_Work task_.
Exactly as written, set down the lines from the top of the entries through the line bearing "2px #c2bbae) drop-shadow(0", with every picture left out.

(Data items)

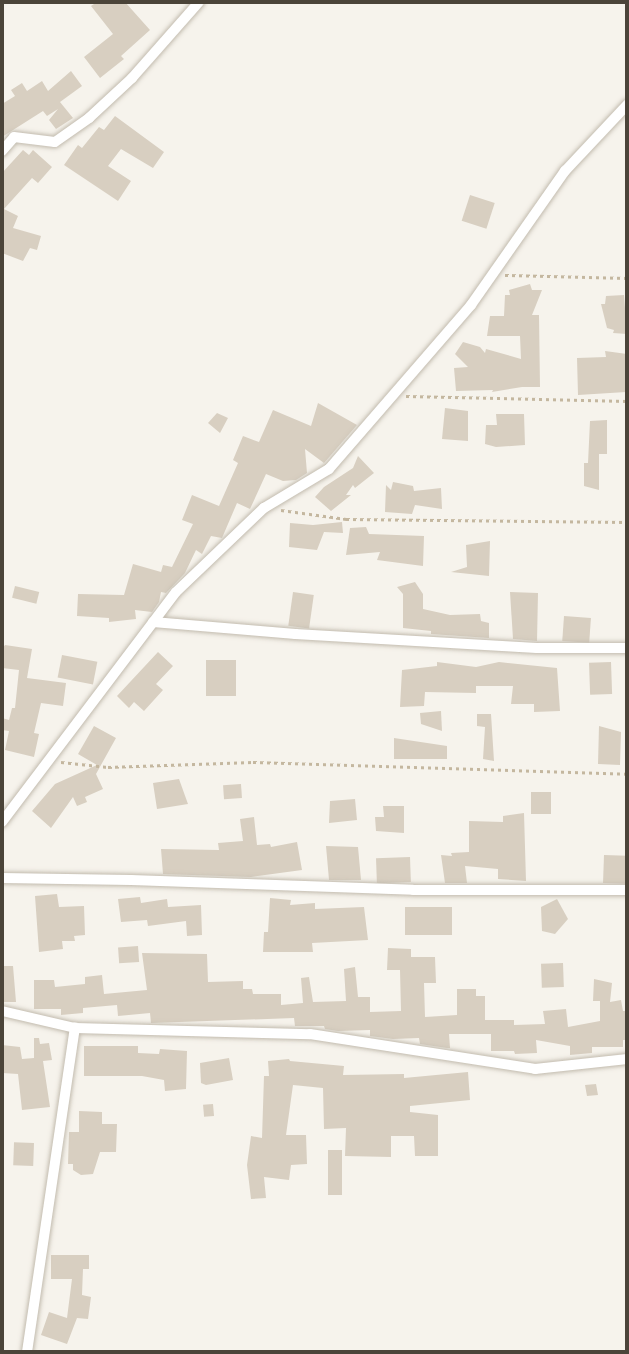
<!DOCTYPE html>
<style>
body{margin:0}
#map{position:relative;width:629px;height:1354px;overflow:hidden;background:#f6f3ec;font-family:Commissioner,sans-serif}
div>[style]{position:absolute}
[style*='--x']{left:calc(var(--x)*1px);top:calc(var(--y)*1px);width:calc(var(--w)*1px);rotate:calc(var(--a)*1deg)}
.building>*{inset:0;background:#d8cfc1;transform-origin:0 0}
.path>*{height:2.5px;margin-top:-1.25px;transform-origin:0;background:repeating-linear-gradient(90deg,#c4b79f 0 3.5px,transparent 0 7px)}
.roads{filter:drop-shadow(0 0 2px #c2bbae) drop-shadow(0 0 2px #c2bbae)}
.minor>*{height:10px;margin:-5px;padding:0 5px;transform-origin:5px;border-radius:5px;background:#fff}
span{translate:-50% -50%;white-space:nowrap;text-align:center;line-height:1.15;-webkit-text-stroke:7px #fff;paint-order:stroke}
.frame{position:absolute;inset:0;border:4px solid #4b4439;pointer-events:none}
</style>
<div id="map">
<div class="building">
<i style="clip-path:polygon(97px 2px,125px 2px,150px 30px,121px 56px,124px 59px,100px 78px,84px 57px,113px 34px,91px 6px)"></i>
<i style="clip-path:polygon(71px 71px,82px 86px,60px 102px,73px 118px,56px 129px,49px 120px,58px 109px,47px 116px,43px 111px,2px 137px,2px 104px,15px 96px,11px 90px,22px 83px,27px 91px,42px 81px,48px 91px)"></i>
<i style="clip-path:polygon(115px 116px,164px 152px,153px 168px,121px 149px,108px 166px,131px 181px,118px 201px,64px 165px,78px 145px,82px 148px,99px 127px,104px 130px)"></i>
<i style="clip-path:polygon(23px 150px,29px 155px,33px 150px,52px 167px,38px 183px,32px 178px,4px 209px,18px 216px,13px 228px,41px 236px,37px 250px,30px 248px,23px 261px,2px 253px,2px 173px)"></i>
<i style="left:470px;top:195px;width:26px;height:27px;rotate:18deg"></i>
<i style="clip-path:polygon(530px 284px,532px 290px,542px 290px,532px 315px,539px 315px,540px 387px,522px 387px,492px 392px,493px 390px,456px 391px,454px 368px,468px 367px,455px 354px,463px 342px,480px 347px,485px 353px,486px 349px,521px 359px,520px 336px,487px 336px,490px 316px,504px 316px,505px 295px,510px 295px,509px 290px)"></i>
<i style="clip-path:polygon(624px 295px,627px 334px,613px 333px,614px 330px,607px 328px,601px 304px,605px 304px,606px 296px)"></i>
<i style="clip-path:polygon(605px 351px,627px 354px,626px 392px,578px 395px,577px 358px,606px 357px)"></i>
<i style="clip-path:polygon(318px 403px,357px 425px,324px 463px,305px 449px,307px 473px,296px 480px,283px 481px,266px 474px,250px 509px,237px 503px,222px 538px,211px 536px,202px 554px,196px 550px,185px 573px,166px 593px,161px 592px,159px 602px,152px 612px,135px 610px,136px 619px,109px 622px,109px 618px,77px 616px,78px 594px,124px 595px,133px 564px,161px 572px,163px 565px,172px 567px,193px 524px,182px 520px,192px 495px,219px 506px,238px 463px,233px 460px,243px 436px,259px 442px,273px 410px,311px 426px)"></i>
<i style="clip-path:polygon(445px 408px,468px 411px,468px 441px,442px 439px)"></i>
<i style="clip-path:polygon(217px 413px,228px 418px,220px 433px,208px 423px)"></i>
<i style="clip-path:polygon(496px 414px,524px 414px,525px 445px,496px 447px,485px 444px,486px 425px,497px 425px)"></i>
<i style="clip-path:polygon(607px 420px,607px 454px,599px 454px,599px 490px,584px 486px,584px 463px,588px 463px,590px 421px)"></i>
<i style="clip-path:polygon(358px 456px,374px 473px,355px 488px,353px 485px,346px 495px,351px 495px,331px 511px,315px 497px,324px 487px,353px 468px)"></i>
<i style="clip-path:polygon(393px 482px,413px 486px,414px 491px,441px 488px,442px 509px,415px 505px,412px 514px,385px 512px,386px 485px,391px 490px)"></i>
<i style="clip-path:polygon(342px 522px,343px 533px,324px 532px,317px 550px,289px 547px,290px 523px,313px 525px)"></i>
<i style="clip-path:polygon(366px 527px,369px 534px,424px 536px,423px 566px,377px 560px,380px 552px,346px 555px,350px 528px)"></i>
<i style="clip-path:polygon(490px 541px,489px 576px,451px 572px,467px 567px,466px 545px)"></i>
<i style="clip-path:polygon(415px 582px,423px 594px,423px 609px,450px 615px,480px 614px,481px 621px,489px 623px,489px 638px,431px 634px,431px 631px,403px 628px,403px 594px,397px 587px)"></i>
<i style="left:15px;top:586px;width:25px;height:12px;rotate:14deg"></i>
<i style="left:293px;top:592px;width:21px;height:34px;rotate:8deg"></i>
<i style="clip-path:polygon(510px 592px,538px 593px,537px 641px,513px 639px)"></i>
<i style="left:564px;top:616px;width:27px;height:25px;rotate:4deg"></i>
<i style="clip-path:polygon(5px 645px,32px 649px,27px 678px,66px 683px,63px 706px,41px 703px,34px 733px,39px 734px,34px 757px,5px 750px,9px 731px,2px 730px,2px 718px,9px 720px,12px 708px,15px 708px,19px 670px,2px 668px,2px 649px)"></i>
<i style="clip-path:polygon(158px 652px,173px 666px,156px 684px,163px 690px,144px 711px,134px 702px,129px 708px,117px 696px)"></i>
<i style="left:62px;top:655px;width:36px;height:23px;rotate:11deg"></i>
<i style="left:206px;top:660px;width:30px;height:36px"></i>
<i style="clip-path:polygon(437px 662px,476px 667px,499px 662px,557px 668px,560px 711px,534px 712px,534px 704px,511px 704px,513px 686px,476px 686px,476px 693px,425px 692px,424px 706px,400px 707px,402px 670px,437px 666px)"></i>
<i style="left:611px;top:662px;width:32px;height:22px;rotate:88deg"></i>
<i style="clip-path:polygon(441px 711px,442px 731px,421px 724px,420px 713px)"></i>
<i style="clip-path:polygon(477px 714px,491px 714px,494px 761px,483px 759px,485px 727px,477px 726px)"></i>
<i style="clip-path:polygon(94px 726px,116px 738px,96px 774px,103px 789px,85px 797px,87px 802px,77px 806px,73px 797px,51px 828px,32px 811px,55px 784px,97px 765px,78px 754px)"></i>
<i style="clip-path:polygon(599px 726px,621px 732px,620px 765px,598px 764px)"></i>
<i style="clip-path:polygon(394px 738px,447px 746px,447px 759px,394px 759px)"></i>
<i style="clip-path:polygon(179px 779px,188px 804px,157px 809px,153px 783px)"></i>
<i style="left:241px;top:784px;width:14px;height:18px;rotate:86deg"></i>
<i style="left:551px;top:792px;width:22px;height:20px;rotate:90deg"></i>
<i style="clip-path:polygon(355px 799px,357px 820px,329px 823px,330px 801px)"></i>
<i style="clip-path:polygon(383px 806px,404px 806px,404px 833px,376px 831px,375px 817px,384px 817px)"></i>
<i style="clip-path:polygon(524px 813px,526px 881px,498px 879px,498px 869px,465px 866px,467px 883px,445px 883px,441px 855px,452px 856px,451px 853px,469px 852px,469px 821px,503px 822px,503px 816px)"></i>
<i style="clip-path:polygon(254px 817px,257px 845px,270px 844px,271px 847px,297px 842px,302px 870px,251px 877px,163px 874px,161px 849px,219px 850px,218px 843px,243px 841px,240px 819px)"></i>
<i style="clip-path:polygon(326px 846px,358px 847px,361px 880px,329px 880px)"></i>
<i style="left:604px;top:855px;width:23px;height:28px;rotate:2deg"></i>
<i style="left:410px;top:857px;width:25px;height:34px;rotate:88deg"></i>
<i style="clip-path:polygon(57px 894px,59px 907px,84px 906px,85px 935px,74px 936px,75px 941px,62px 941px,63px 949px,39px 952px,35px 896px)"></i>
<i style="clip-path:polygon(140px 897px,141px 903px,167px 899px,168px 907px,201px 905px,202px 935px,187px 936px,186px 921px,148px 926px,147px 920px,121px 922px,118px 899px)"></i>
<i style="clip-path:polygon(270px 898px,291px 900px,290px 905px,315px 903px,315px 909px,364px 907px,368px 940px,312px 943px,313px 952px,263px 952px,264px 932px,268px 932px)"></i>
<i style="clip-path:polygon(557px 899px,568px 919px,555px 934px,542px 931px,541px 907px)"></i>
<i style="left:452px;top:907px;width:28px;height:47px;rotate:90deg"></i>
<i style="left:138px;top:946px;width:16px;height:20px;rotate:86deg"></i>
<i style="clip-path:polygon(388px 948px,411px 949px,411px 957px,435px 957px,436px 983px,424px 983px,425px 1017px,457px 1015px,457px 989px,476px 989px,476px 996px,485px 996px,485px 1020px,514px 1020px,514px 1025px,545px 1024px,543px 1011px,566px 1009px,568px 1027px,600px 1021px,600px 1001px,593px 1001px,594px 979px,612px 983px,610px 1002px,621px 1000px,623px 1011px,627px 1011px,627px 1040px,623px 1040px,623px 1047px,592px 1047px,592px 1053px,570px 1055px,570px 1046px,536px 1040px,537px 1053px,515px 1054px,514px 1051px,491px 1051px,491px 1034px,449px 1034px,450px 1048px,447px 1048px,420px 1044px,419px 1038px,393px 1039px,370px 1036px,370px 1030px,338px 1031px,325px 1029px,324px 1026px,295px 1026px,294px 1018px,151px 1023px,150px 1013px,118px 1016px,117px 1005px,83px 1008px,83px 1013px,61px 1015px,61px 1009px,34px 1009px,34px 980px,54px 980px,55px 987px,85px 984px,85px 977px,102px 975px,104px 994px,147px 990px,142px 953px,207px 954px,208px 982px,243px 981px,243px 989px,252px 989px,253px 994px,281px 994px,281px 1005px,303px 1003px,301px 978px,309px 977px,313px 1002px,346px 1001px,344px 969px,355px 967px,358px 997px,370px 997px,370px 1012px,401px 1011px,400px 970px,387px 970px)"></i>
<i style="left:563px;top:963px;width:24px;height:22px;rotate:88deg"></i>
<i style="clip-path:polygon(2px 966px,13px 966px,16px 1002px,2px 1002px)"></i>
<i style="clip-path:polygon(34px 1038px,39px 1038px,40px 1044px,49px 1043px,52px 1060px,43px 1061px,50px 1107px,22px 1110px,18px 1074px,2px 1073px,2px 1045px,20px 1047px,22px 1059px,34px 1058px)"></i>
<i style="clip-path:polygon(84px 1046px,138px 1046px,138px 1053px,159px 1054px,160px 1049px,187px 1051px,186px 1089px,165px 1091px,164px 1080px,142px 1076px,84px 1076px)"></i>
<i style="clip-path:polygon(229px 1058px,233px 1080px,206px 1085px,201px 1083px,200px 1063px)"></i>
<i style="clip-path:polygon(289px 1059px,290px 1061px,344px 1066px,343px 1075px,404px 1074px,404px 1078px,468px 1072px,470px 1100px,410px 1106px,410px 1112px,438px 1115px,438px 1156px,415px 1156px,414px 1136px,391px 1136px,391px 1157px,345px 1156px,346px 1128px,324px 1129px,323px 1088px,293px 1085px,286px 1135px,306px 1135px,307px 1164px,291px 1165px,289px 1180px,264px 1177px,266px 1198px,251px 1199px,247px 1165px,251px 1136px,262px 1138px,264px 1076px,269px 1076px,268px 1061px)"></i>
<i style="clip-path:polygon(596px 1084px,598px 1095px,587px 1096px,585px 1085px)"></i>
<i style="left:213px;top:1104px;width:12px;height:10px;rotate:85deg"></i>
<i style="clip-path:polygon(79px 1111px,102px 1112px,102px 1124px,117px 1124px,116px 1152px,100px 1152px,93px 1174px,81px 1175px,73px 1170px,73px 1164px,68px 1164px,69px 1132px,79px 1132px)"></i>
<i style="left:34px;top:1143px;width:23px;height:20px;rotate:92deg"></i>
<i style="left:328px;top:1150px;width:14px;height:45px"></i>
<i style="clip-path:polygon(51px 1255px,89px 1255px,89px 1269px,83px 1269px,82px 1295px,91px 1297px,88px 1319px,77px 1318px,67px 1344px,41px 1335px,49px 1312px,67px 1318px,72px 1279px,51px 1279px)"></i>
</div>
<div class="path">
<i style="--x:505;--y:275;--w:122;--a:1.4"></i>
<i style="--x:406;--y:396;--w:221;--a:1.3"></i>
<i style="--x:281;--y:510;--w:66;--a:7.9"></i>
<i style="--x:346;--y:519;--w:281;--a:0.6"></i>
<i style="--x:61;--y:762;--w:47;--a:6.1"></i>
<i style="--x:108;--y:767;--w:145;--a:-2"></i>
<i style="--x:253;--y:762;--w:374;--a:1.8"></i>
</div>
<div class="roads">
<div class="minor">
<i style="--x:2;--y:151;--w:18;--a:-49"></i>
<i style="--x:14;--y:137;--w:41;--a:7"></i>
<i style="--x:55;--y:142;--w:42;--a:-35.2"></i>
<i style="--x:89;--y:118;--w:59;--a:-42.9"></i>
<i style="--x:132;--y:78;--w:101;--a:-48.6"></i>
<i style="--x:153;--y:622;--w:143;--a:4.8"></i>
<i style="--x:295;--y:634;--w:242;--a:3.3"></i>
<i style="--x:537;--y:648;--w:90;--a:0"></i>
<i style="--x:2;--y:822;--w:288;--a:-52.9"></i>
<i style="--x:176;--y:592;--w:122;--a:-43.7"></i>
<i style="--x:264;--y:508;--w:76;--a:-31"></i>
<i style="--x:329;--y:469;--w:217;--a:-49.1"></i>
<i style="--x:471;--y:305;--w:164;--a:-55"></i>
<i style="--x:565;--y:171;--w:91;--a:-46.8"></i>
<i style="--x:2;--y:878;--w:129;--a:0.9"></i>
<i style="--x:131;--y:880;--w:282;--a:2"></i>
<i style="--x:413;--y:890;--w:214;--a:0"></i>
<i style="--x:2;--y:1011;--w:75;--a:13.1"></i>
<i style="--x:75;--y:1028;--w:235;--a:1.5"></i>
<i style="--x:310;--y:1034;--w:228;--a:8.8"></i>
<i style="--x:535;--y:1069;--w:93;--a:-6.2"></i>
<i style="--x:27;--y:1352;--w:328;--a:-81.6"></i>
</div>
</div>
<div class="frame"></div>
</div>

_Response_.
<!DOCTYPE html>
<style>
body{margin:0}
#map{position:relative;width:629px;height:1354px;overflow:hidden;background:#f6f3ec;font-family:Commissioner,sans-serif}
div>[style]{position:absolute}
[style*='--x']{left:calc(var(--x)*1px);top:calc(var(--y)*1px);width:calc(var(--w)*1px);rotate:calc(var(--a)*1deg)}
.building>*{inset:0;background:#d8cfc1;transform-origin:0 0}
.path>*{height:2.5px;margin-top:-1.25px;transform-origin:0;background:repeating-linear-gradient(90deg,#c4b79f 0 3.5px,transparent 0 7px)}
.roads{filter:drop-shadow(0 0 2px #c2bbae) drop-shadow(0 0 2px #c2bbae)}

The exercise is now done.